This project represents a very thin slice of Cage’s famously multifaceted output. The works represented here were composed during an eight-year period (1940-1948) during which time Cage was beginning to engage with Eastern thought but had not yet fully developed his approach to indeterminacy. The infamous 4’33” would not arrive until 1952. These early works are fully notated and almost fully determined. They are at times lyrical and delicate, elsewhere ferocious and direct. Cage himself was changing as he composed them; his marriage to his wife Xenia was dissolving as he discovered his attraction to the dancer and choreographer Merce Cunningham. The musicologist David Revill has described this as a period of “sexual/psychological stress” (quoted in Gann 2010:65).

Was Cage Influenced by Gamelan?

Or, more specifically, was his approach to the prepared piano influenced by gamelan? He never admitted it if he was. We know he would have heard recordings of gamelan early in his career while studying and working with Cowell in New York in the spring of 1933 to the fall of 1934. Cowell gained only a partial (and in some ways faulty) understanding of Javanese music through lessons with Jodjana in 1931 while studying comparative musicology in Berlin with Erich von Hornbostel (Isaac-Cohen 2010:132). Cowell was not equipped to impart to Cage an idiomatic understanding of Balinese music and there were at the time no ensembles in America in which to study.
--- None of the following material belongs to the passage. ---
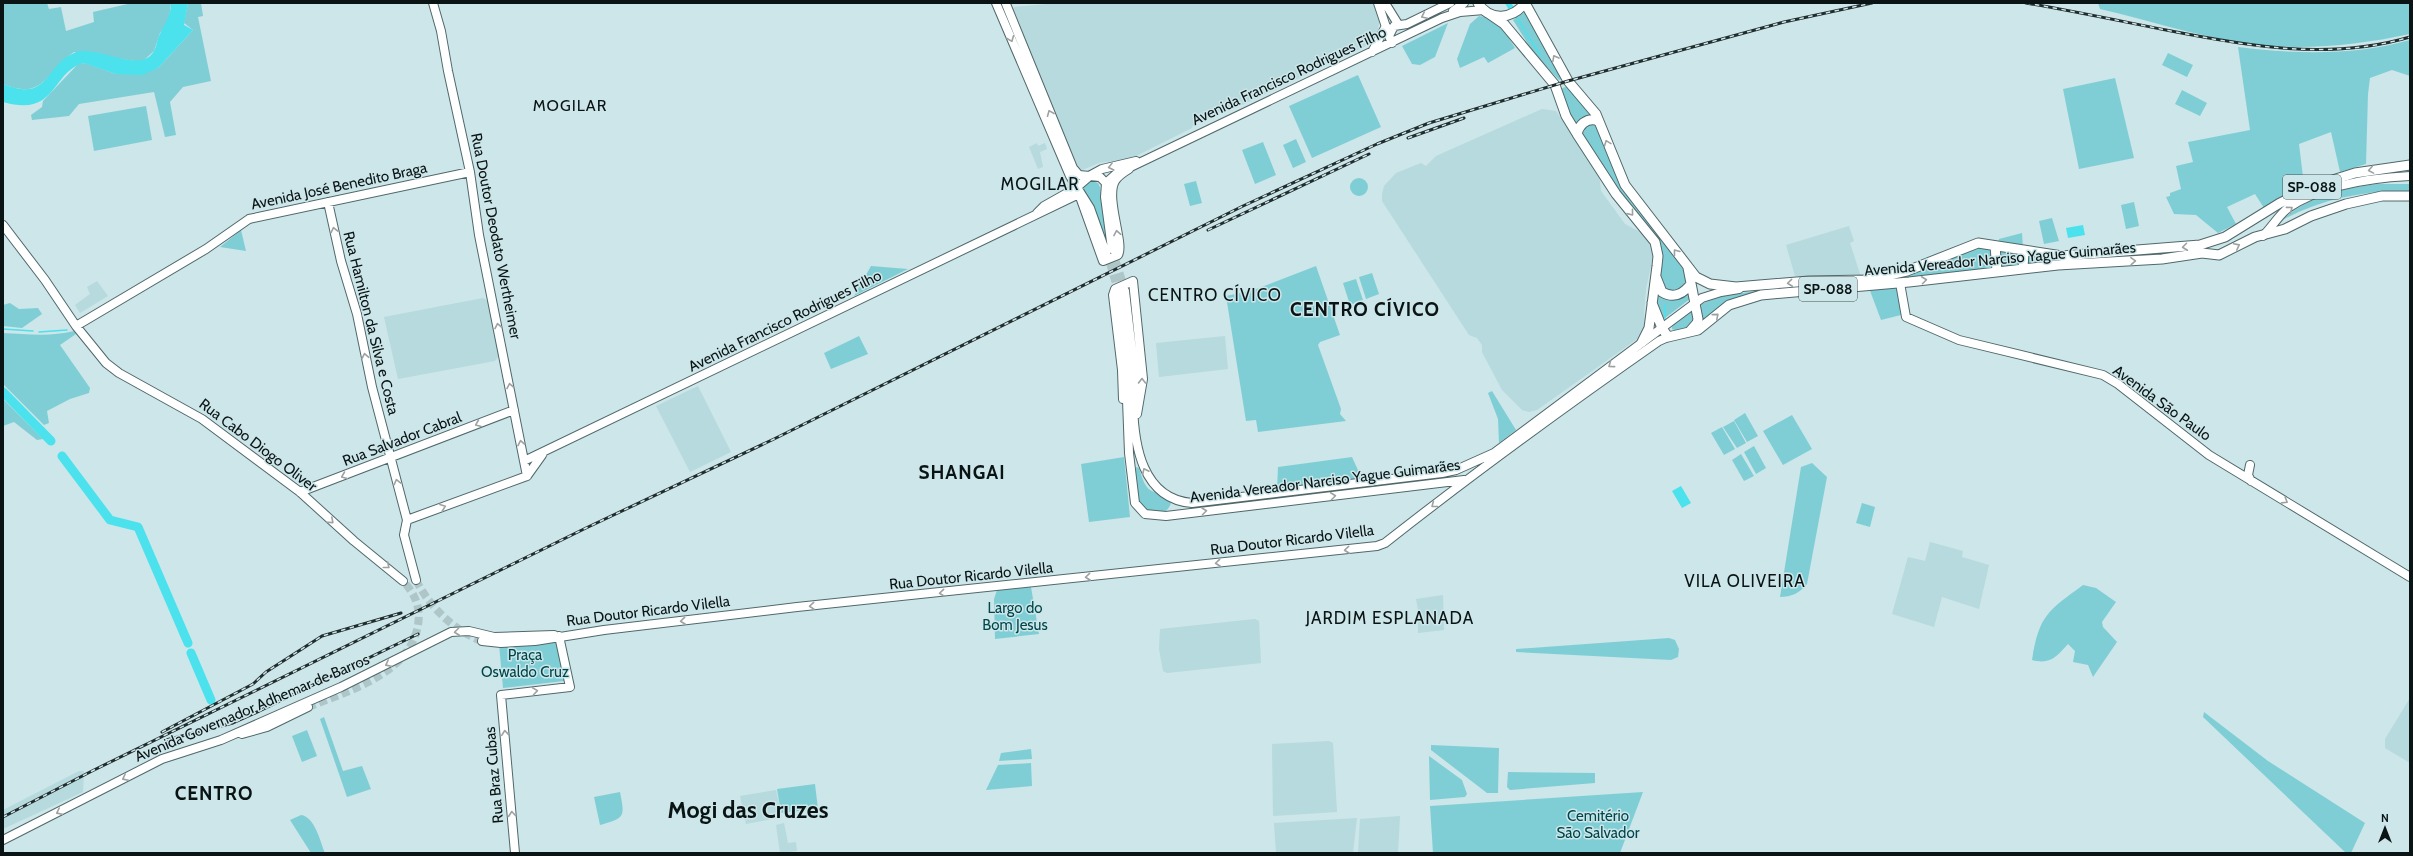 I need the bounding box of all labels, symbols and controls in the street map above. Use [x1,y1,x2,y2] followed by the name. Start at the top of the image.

Sumarsam reports that Cage expressed little interest in Wesleyan’s active gamelan program during residencies there in the 1960s and 1990s, and he had occasionally critiqued traditional gamelan’s strict orchestration (Powell 2003). Cage’s active engagement with gamelan would not come until late in his career, in the form of Haikai (1986), his sole work for gamelan, dedicated to for Si Pawit and the Sundanese gamelan degung of the Evergreen Club of Toronto. More important for Cage’s prepared piano phase was the interwar flowering of percussion and percussive musics by composers including Stravinsky, Antheil, Nielson, and (most importantly) Varese. For Cage, percussion offered a musical medium less “susceptible to the traditional harmonic models of European music” (Gann 2010:52). Nevertheless, it is doubtful that the percussive revolution in Western art music would have occurred at all, or at least in the particular way it unfolded, without the diffusion into Western compositional consciousness of field recordings from Asia and Africa produced by both colonial archivists and commercial labels active in the non-West (such as Odeon). Composers seem to have heard these sounds as Artaud viewed Balinese dance at the 1931 Paris Exposition. Between a gulf of non-understanding a new expressive art, only vaguely reminiscent of its inspiration, was catalyzed.


The Prepared Piano

The story is well known. In March 1940 the choreographer Syvilla Fort requested a dance accompaniment based on an “African theme”, a composition intended to be “primitive, almost barbaric” in character (Cage quoted in Gann 2010:57). The cramped performance space could not accommodate the percussion ensemble Cage hoped to use. Inspired by Cowell’s experiments in extended piano techniques, Cage famously “prepared” the piano already in the space by placing various materials (screws, erasers, wood) between the strings. This first piece, which Cage suggests was composed in about three days, was Bacchanale, the first track included on this recording.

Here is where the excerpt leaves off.